Every line with the string "names" in it belongs in your answer, so copy them all from the data.

..............................

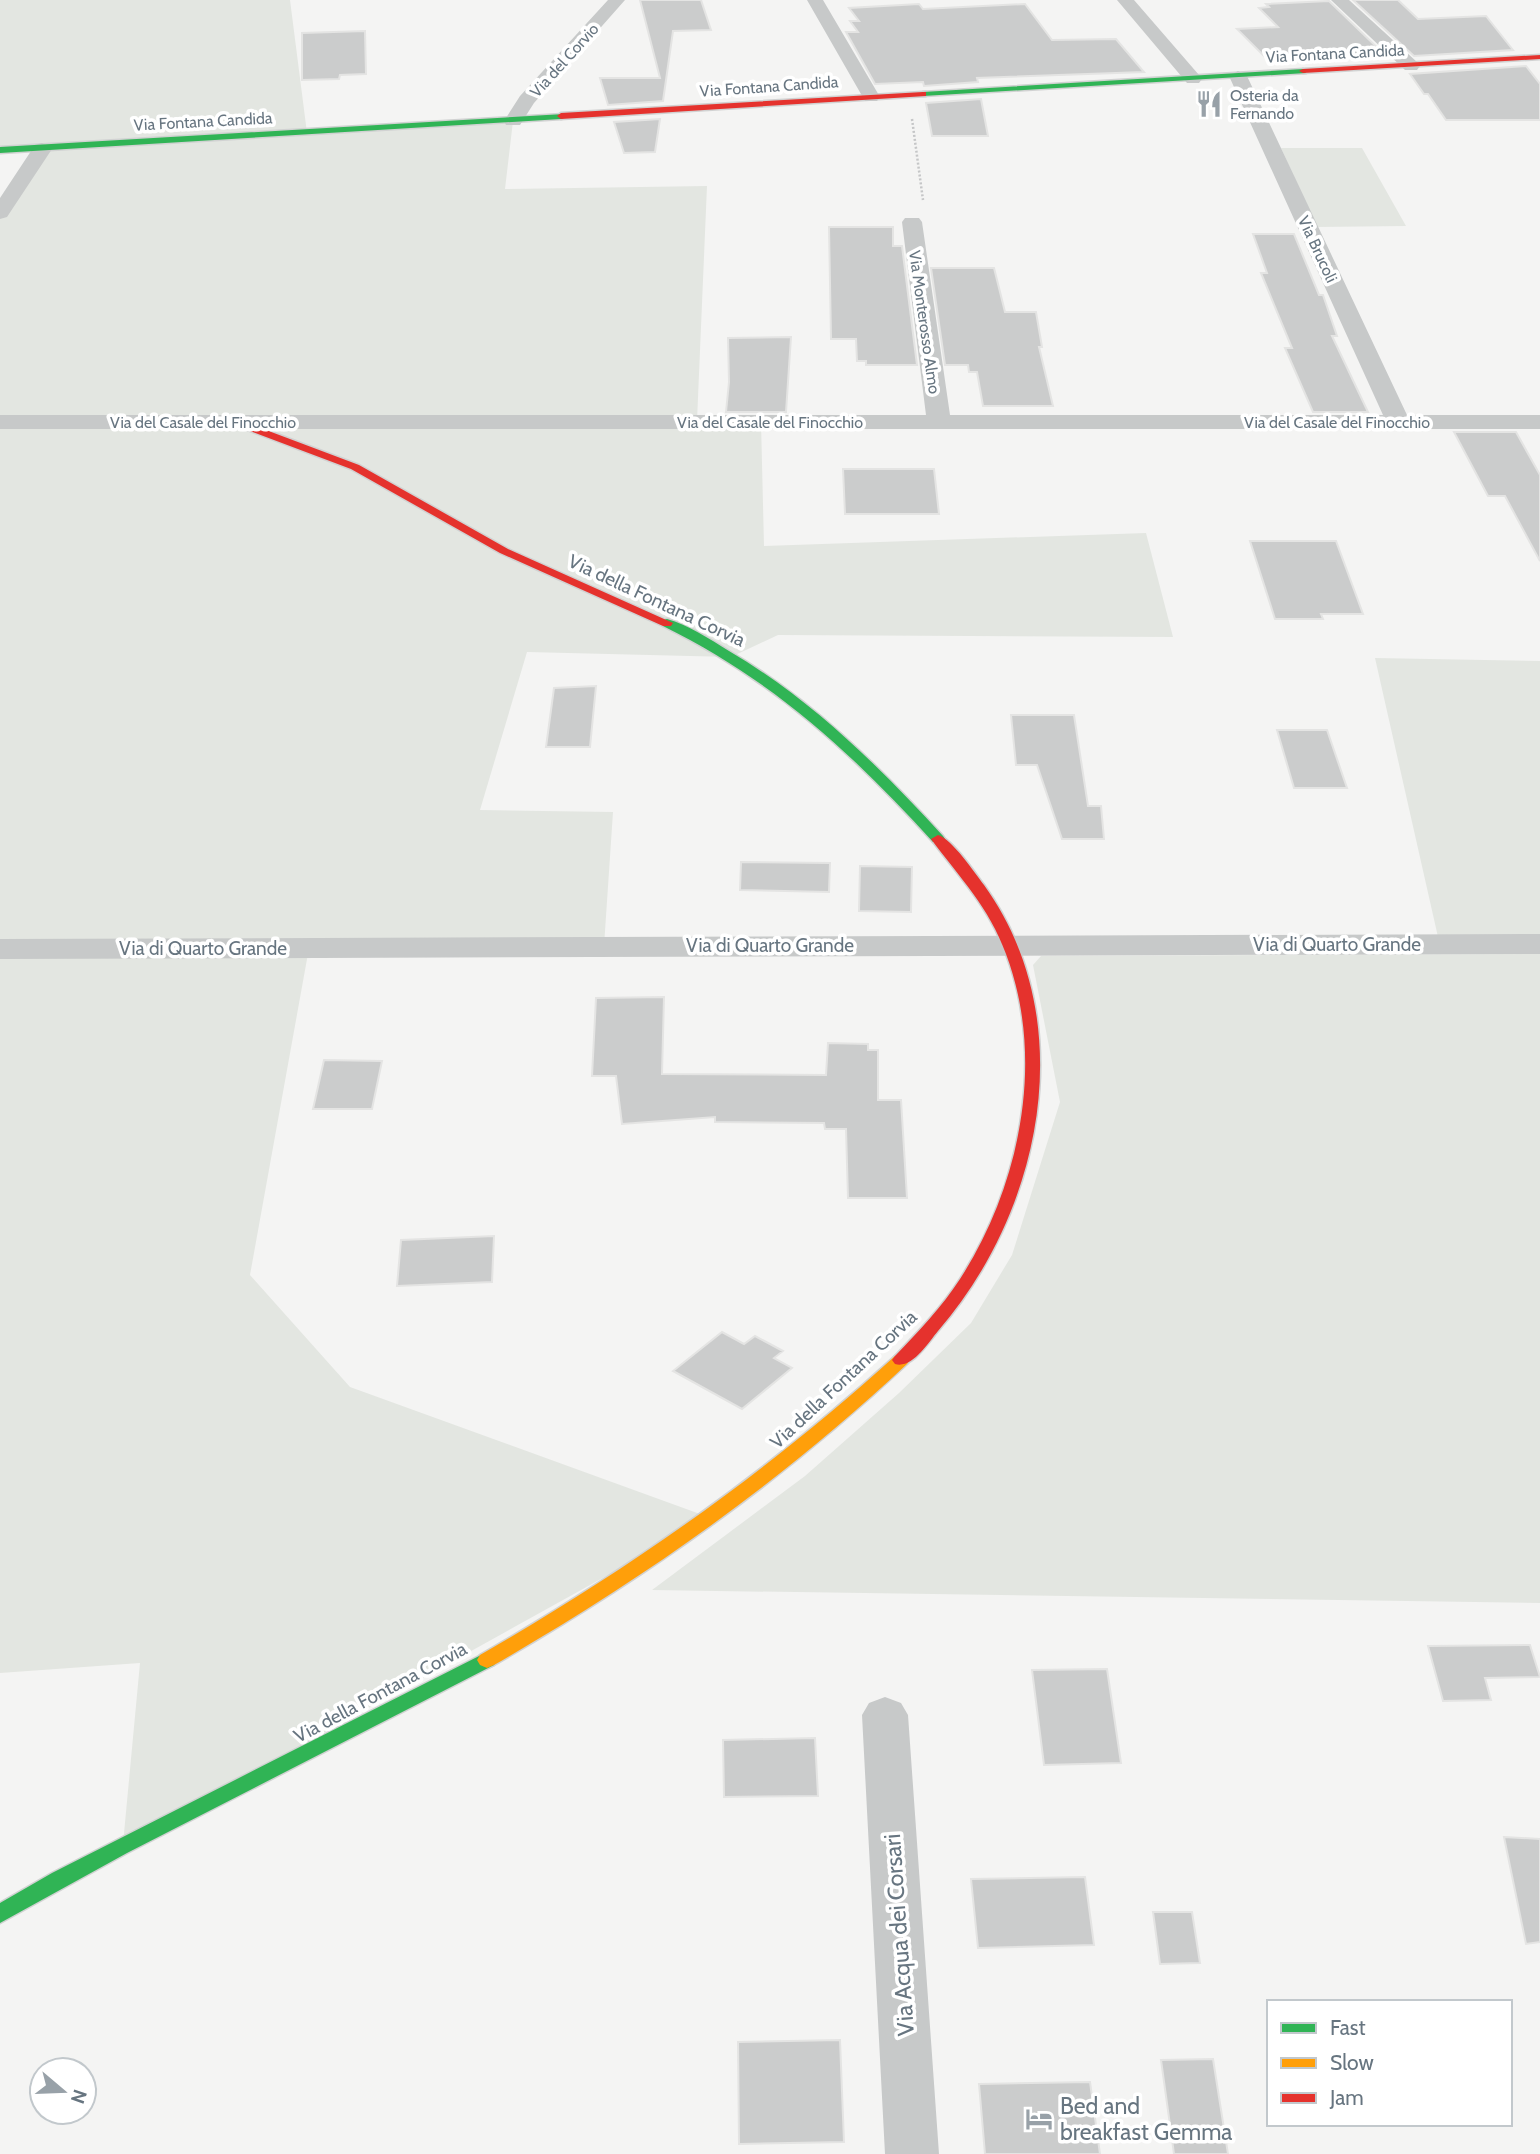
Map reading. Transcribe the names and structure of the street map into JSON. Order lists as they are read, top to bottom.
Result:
{
  "streets": {
    "street": [
      "Via Fontana Candida",
      "Via del Corvio",
      "Via Brucoli",
      "Via Monterosso Almo",
      "Via del Casale del Finocchio",
      "Via della Fontana Corvia",
      "Via di Quarto Grande",
      "Via Acqua dei Corsari"
    ]
  },
  "crossings": [
    ["Via Fontana Candida", "Via del Corvio"],
    ["Via Fontana Candida", "Via Brucoli"],
    ["Via Brucoli", "Via del Casale del Finocchio"],
    ["Via Monterosso Almo", "Via del Casale del Finocchio"],
    ["Via del Casale del Finocchio", "Via della Fontana Corvia"],
    ["Via della Fontana Corvia", "Via di Quarto Grande"]
  ],
  "places": {
    "restaurant": ["Osteria da Fernando"],
    "hotel": ["Bed and breakfast Gemma"]
  },
  "legend": ["Fast", "Slow", "Jam"],
  "north": "right"
}
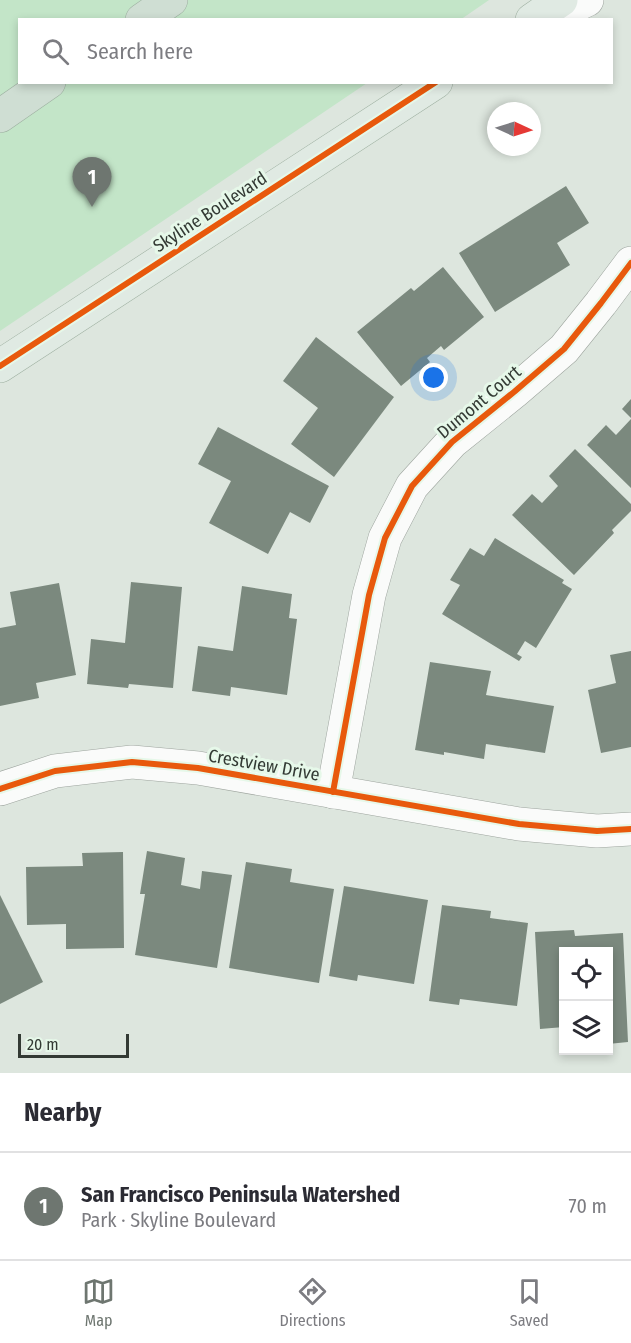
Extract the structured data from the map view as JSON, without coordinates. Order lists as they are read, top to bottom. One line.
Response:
{"streets":{"main road":["Skyline Boulevard"],"street":["Dumont Court","Crestview Drive"]},"crossings":[["Dumont Court","Crestview Drive"]],"scale_bar":"20 m","north":"right","page":{"search":"Search here","pins":"1","scale":"20 m","heading":"Nearby","list":[{"mark":"1","name":"San Francisco Peninsula Watershed","note":"Park · Skyline Boulevard","value":"70 m"}],"nav":["Map","Directions","Saved"]}}
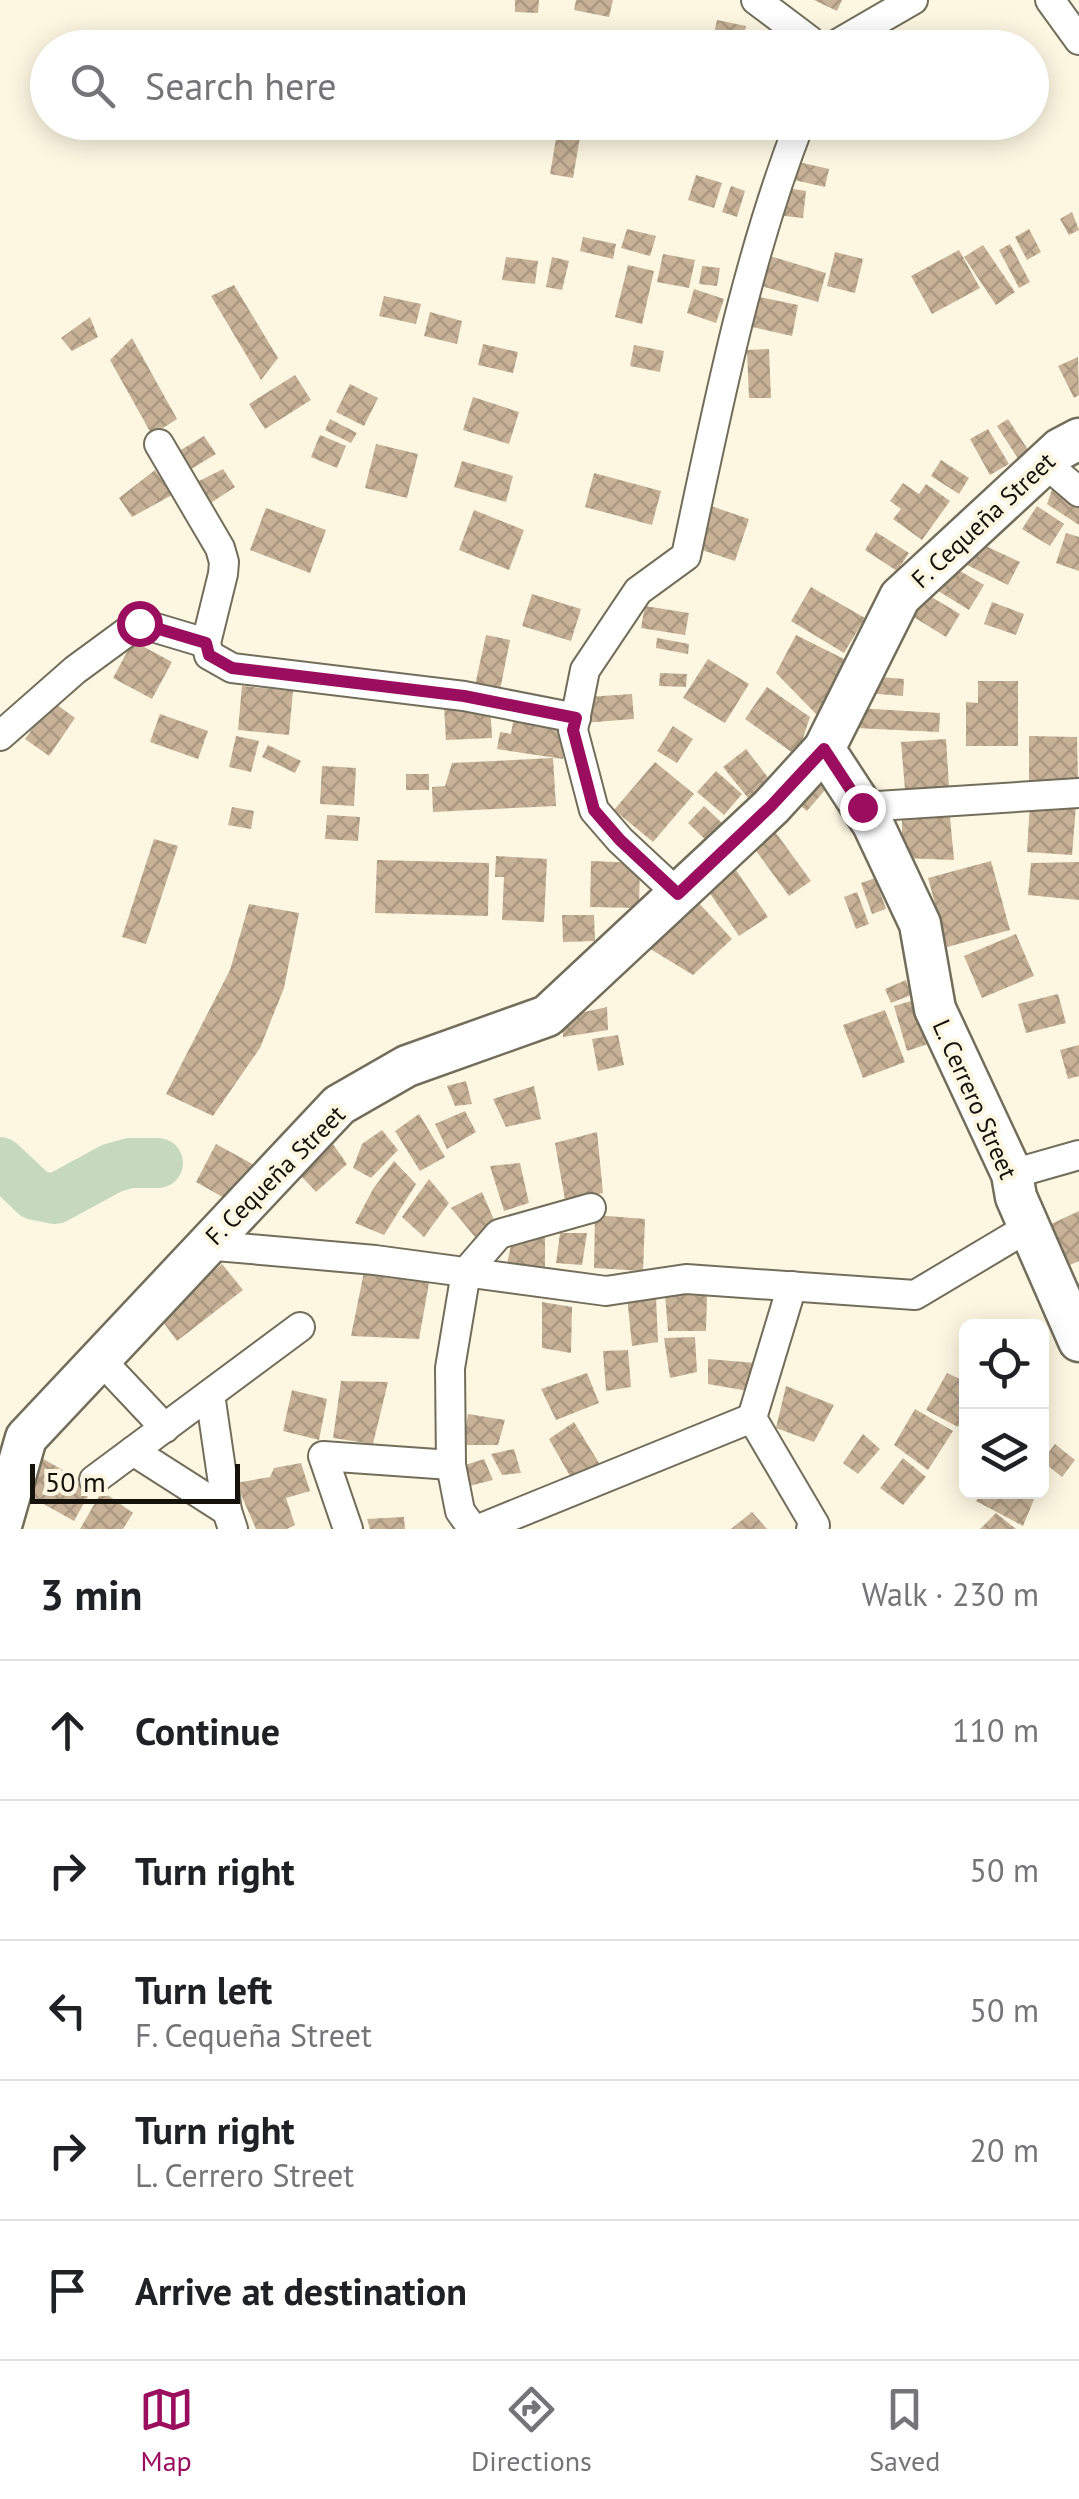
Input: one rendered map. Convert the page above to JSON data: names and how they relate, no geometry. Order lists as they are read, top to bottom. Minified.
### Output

..............................

Task response:
Map reading. Transcribe the names and structure of the street map into JSON. Order lists as they are read, top to bottom.
Input: one rendered map. Convert the page above to JSON data: names and how they relate, no geometry. Order lists as they are read, top to bottom. Minified.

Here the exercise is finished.